Such highly public efforts serve the purpose well, but the CEO must also deal privately with senior executives who are reluctant to embrace the effort. As one leader noted, “You never get everyone on board right away, but you’ve got to make some calls and get things sorted out.” Don’t hang skeptics publicly; bring them in for a one-on-one fireside chat to let them know that the transformation is not going away. It’s important to remember that squeaky wheels or complainers tend to be people who care deeply about the organization. Securing their alignment for the collective journey is worth the effort because, when they see the light, they often become the most effective and passionate advocates for change.
We sometimes observe senior leaders making the mistake of presenting transformation as a corporate project, without explicitly laying out why it is integral to the success of individual business units, geographies, and functions. Hearing this, midlevel team members remain focused on meeting their quarterly or annual goals and running their businesses. This focus undermines the transformation effort. If people in the decentralized parts of the organization are expected to look beyond their daily concerns and focus on the future of the organization as a whole, they need to recognize the relevance of the new initiative to them personally.
4. An integrated enterprise-wide program for change is put in place. Cross-functional business solutions enable people to live out the new business model instead of remaining locked in the concerns of their day-to-day responsibilities. To achieve this, the organization has to mix things up, putting a finance person in charge of new footprints, assigning a sales representative or plant manager to a product launch team, pulling a legal person over into a marketing project, or creating one common functional solution across several businesses. This kind of mixing up is not the same as creating a formal matrix, which implies a hardwired structure, but rather identifying people who can take collective ownership of the transformation effort and putting them physically together with others in temporary working groups — especially when two or more traditional silos are involved in rethinking a common endeavor.
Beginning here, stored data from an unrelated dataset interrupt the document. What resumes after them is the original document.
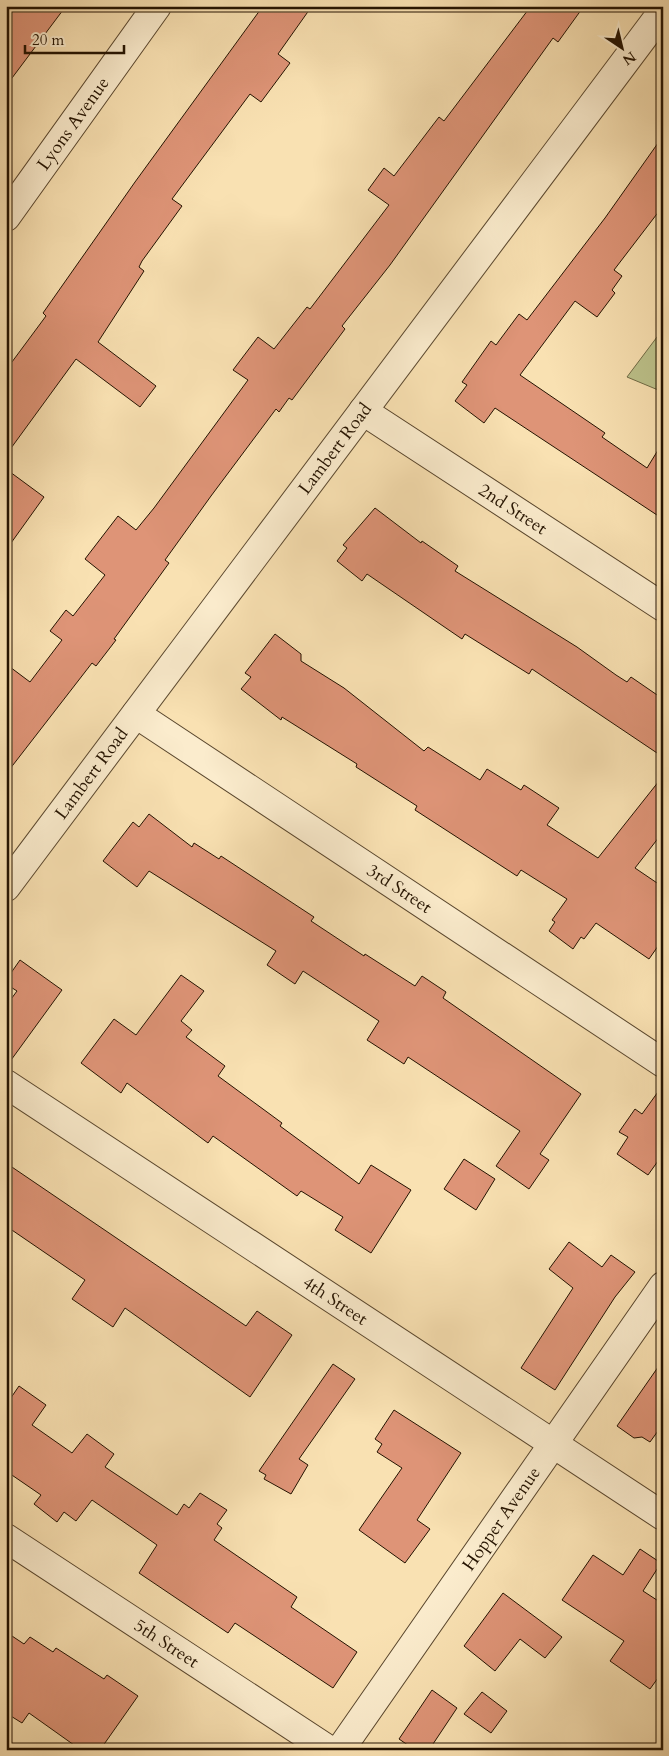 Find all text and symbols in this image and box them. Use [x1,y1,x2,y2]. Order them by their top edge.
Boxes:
scale bar [25,22,124,54]
north arrow [596,22,646,72]
text: 20 m [32,30,64,50]
text: N [619,47,640,70]
street label: Lyons Avenue [31,72,115,175]
street label: Lambert Road [292,397,378,499]
street label: 2nd Street [474,477,552,541]
street label: Lambert Road [49,722,134,824]
street label: 3rd Street [362,858,437,919]
street label: 4th Street [298,1270,373,1331]
street label: Hopper Avenue [456,1461,546,1576]
street label: 5th Street [129,1613,204,1674] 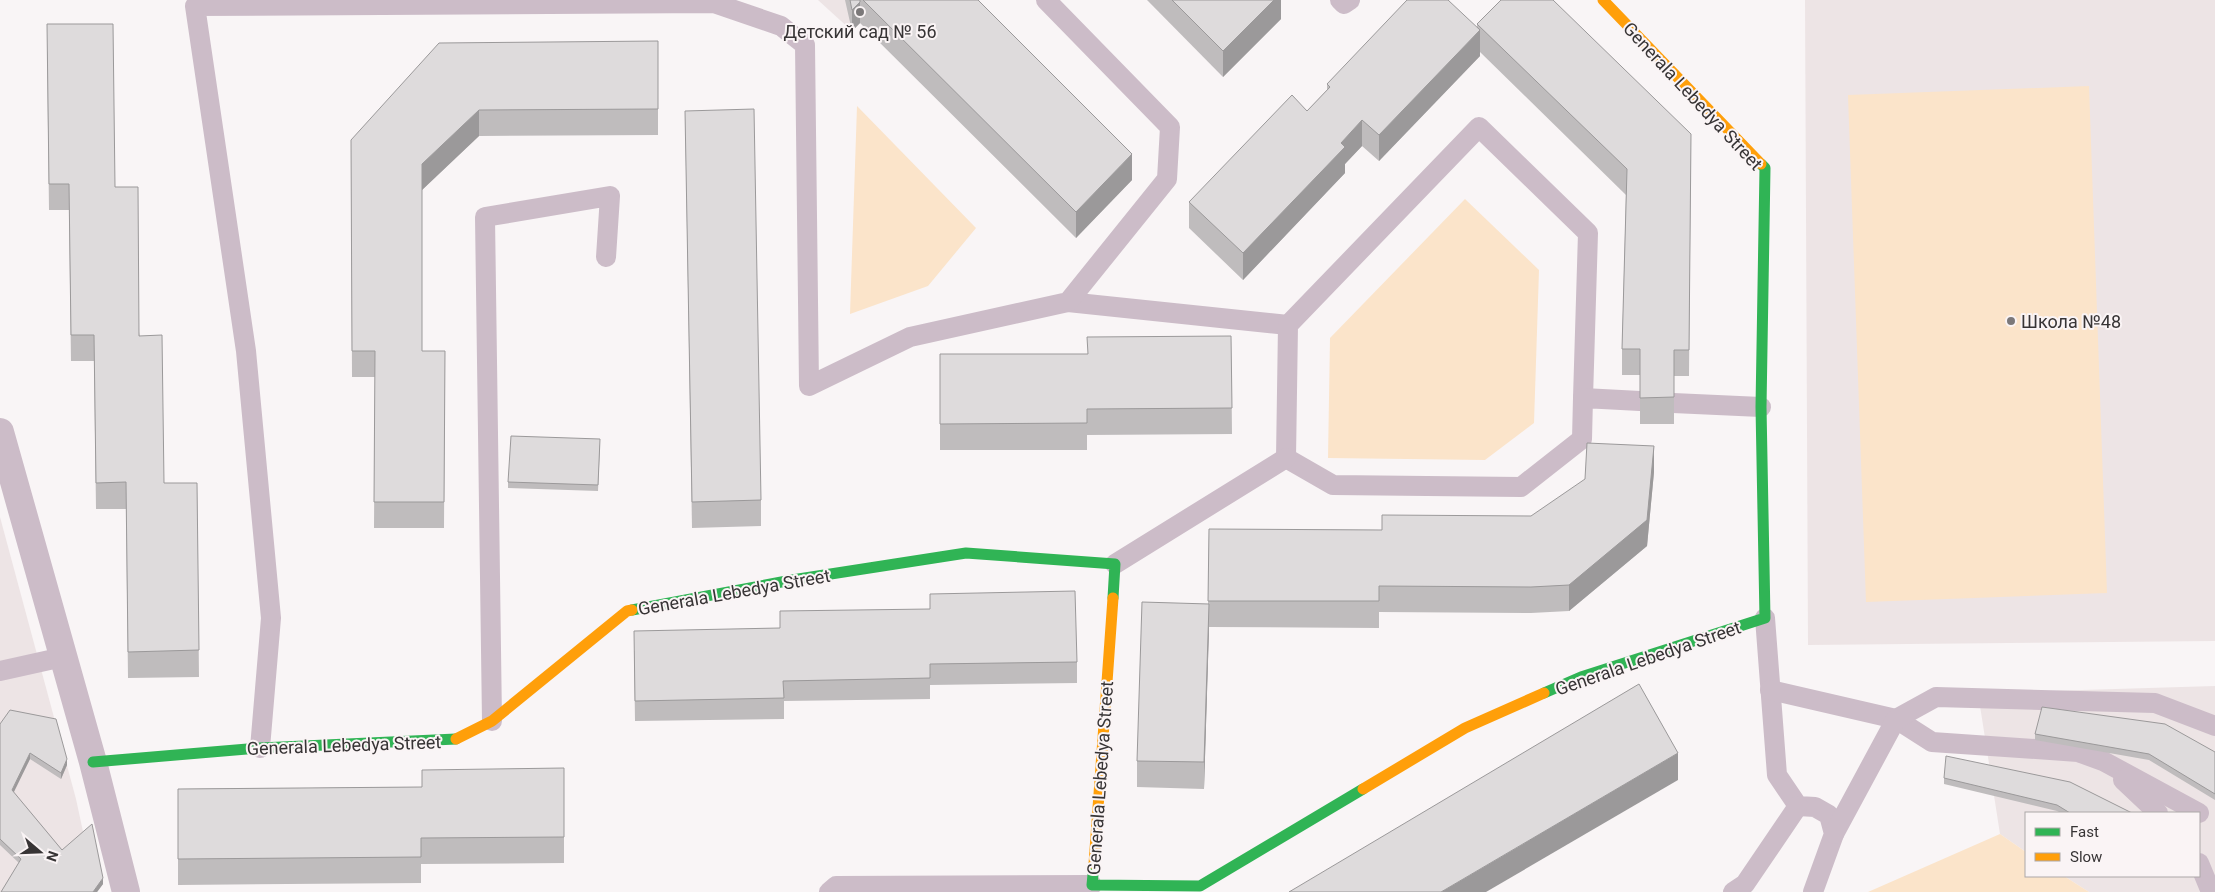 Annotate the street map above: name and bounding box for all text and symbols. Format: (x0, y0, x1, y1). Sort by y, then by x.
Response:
marker: Детский сад № 56 (854, 6, 866, 18)
street label: Generala Lebedya Street (1619, 18, 1767, 174)
place label: Детский сад № 56 (783, 21, 937, 42)
place label: Школа №48 (2021, 311, 2121, 332)
marker: Школа №48 (2005, 315, 2017, 327)
street label: Generala Lebedya Street (636, 565, 832, 619)
street label: Generala Lebedya Street (1553, 616, 1744, 700)
street label: Generala Lebedya Street (1083, 680, 1117, 876)
street label: Generala Lebedya Street (246, 731, 442, 759)
legend (2025, 812, 2200, 877)
text: Fast (2070, 823, 2099, 841)
north arrow (15, 827, 65, 877)
text: Slow (2070, 848, 2102, 866)
text: N (43, 849, 61, 864)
Cross-organizational teams should be aggressively recruited, and participation presented as an upward career move. One client we worked with, the chief executive officer of a 100,000-person organization, asked managers to submit a one-page description of why they should be part of the team that supported the transformation. The fax machines were whirring all night. The program leaders received 1,400 applications for fewer than 100 team positions. People were jockeying to participate rather than keeping their heads down because they recognized the reality of this new world; they understood that being part of the effort meant becoming more relevant to the organization’s future.
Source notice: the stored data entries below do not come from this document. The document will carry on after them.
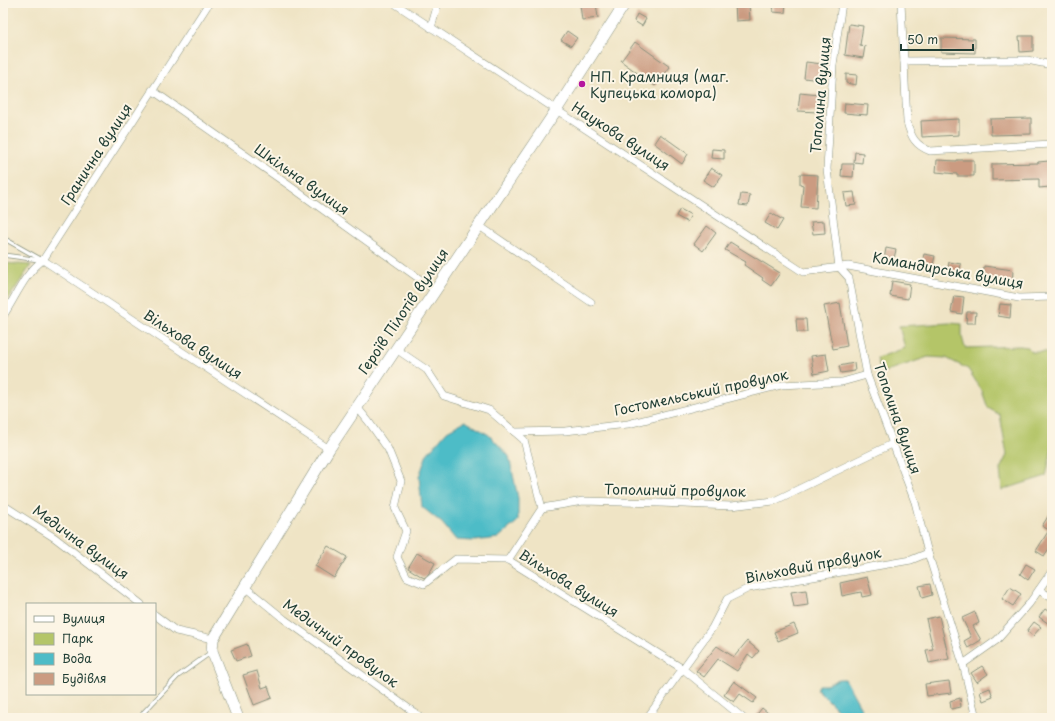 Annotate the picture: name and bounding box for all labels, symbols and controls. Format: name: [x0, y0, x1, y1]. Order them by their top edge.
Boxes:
scale bar: [901, 26, 973, 52]
text: 50 m: [907, 30, 938, 48]
street label: Тополина вулиця: [804, 36, 836, 154]
place label: НП. Крамниця (маг. Купецька комора): [590, 66, 729, 103]
marker: НП. Крамниця (маг. Купецька комора): [577, 79, 587, 89]
street label: Наукова вулиця: [568, 96, 674, 176]
street label: Гранична вулиця: [55, 99, 137, 209]
street label: Шкільна вулиця: [250, 138, 354, 220]
street label: Героїв Пілотів вулиця: [353, 244, 453, 378]
street label: Командирська вулиця: [871, 246, 1025, 294]
street label: Вільхова вулиця: [139, 304, 247, 384]
street label: Тополина вулиця: [869, 359, 927, 477]
street label: Гостомельський провулок: [612, 363, 791, 421]
street label: Тополиний провулок: [604, 478, 747, 502]
street label: Медична вулиця: [29, 500, 133, 584]
street label: Вільховий провулок: [743, 541, 884, 589]
street label: Вільхова вулиця: [515, 544, 623, 622]
street label: Медичний провулок: [279, 594, 404, 693]
legend: [26, 603, 156, 695]
text: Вулиця: [62, 609, 105, 627]
text: Парк: [62, 629, 94, 647]
text: Вода: [62, 649, 92, 667]
text: Будівля: [62, 669, 107, 687]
Providing forums for senior leaders and transformation sponsors to talk honestly about what’s working –– and what’s not — gives them an opportunity to get involved in the process. As one CEO noted, “You need to have real debates. Good teams fight and argue about how to do things.” Frank and fearless discussion also helps the organization identify under-the-radar stumbling blocks as they arise.
The characteristic mistake we see in this domain occurs when senior leaders in functions or business units continue to focus primarily on running their business, delegating the transformation effort to someone lower in their organization. An enterprise-wide transformation that alters the business model and the operations of the organization requires integrated teams whose work together lasts throughout the duration of the journey. Line managers who delegate the transformation but who don’t visibly take part in those cross-functional teams are not providing the full ownership that the initiative requires.
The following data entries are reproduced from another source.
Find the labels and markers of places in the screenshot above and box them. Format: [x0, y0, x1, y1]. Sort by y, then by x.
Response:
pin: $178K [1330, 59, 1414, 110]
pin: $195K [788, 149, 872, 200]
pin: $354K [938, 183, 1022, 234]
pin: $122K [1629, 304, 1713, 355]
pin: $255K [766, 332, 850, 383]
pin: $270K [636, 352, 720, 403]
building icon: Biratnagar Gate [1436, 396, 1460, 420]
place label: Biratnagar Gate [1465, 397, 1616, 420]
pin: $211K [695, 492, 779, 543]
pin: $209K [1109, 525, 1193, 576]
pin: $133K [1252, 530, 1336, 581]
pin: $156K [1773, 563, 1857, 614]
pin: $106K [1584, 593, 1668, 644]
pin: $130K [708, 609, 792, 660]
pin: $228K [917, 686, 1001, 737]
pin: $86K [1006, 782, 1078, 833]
5. Senior leaders focus on augmenting capabilities along with cutting costs. The prospect of working to create a better future is highly motivating for most employees, whereas the prospect of cutting costs is not. As a result, efforts to massively change the cost structure of an organization must always be set within the positive context of building new skills. The bottom-line part of the change equation can be clearly quantified, which is one reason many senior leaders emphasize it. But articulating a commitment to building new capabilities is equally important and provides a much greater incentive for people to support change.
One of our clients was particularly clear about laying out the capabilities that the company would need to move forward: nontraditional marketing expertise, capacity for managing outsourcing, and brand focus. By articulating these skills and connecting them to the larger strategic vision, he was able to convince employees that the transformation offered them a chance to build their experience and skills while also setting a new course for revenue growth. This helped people understand what the changes would offer them personally in terms of learning, growth, and a stronger personal platform.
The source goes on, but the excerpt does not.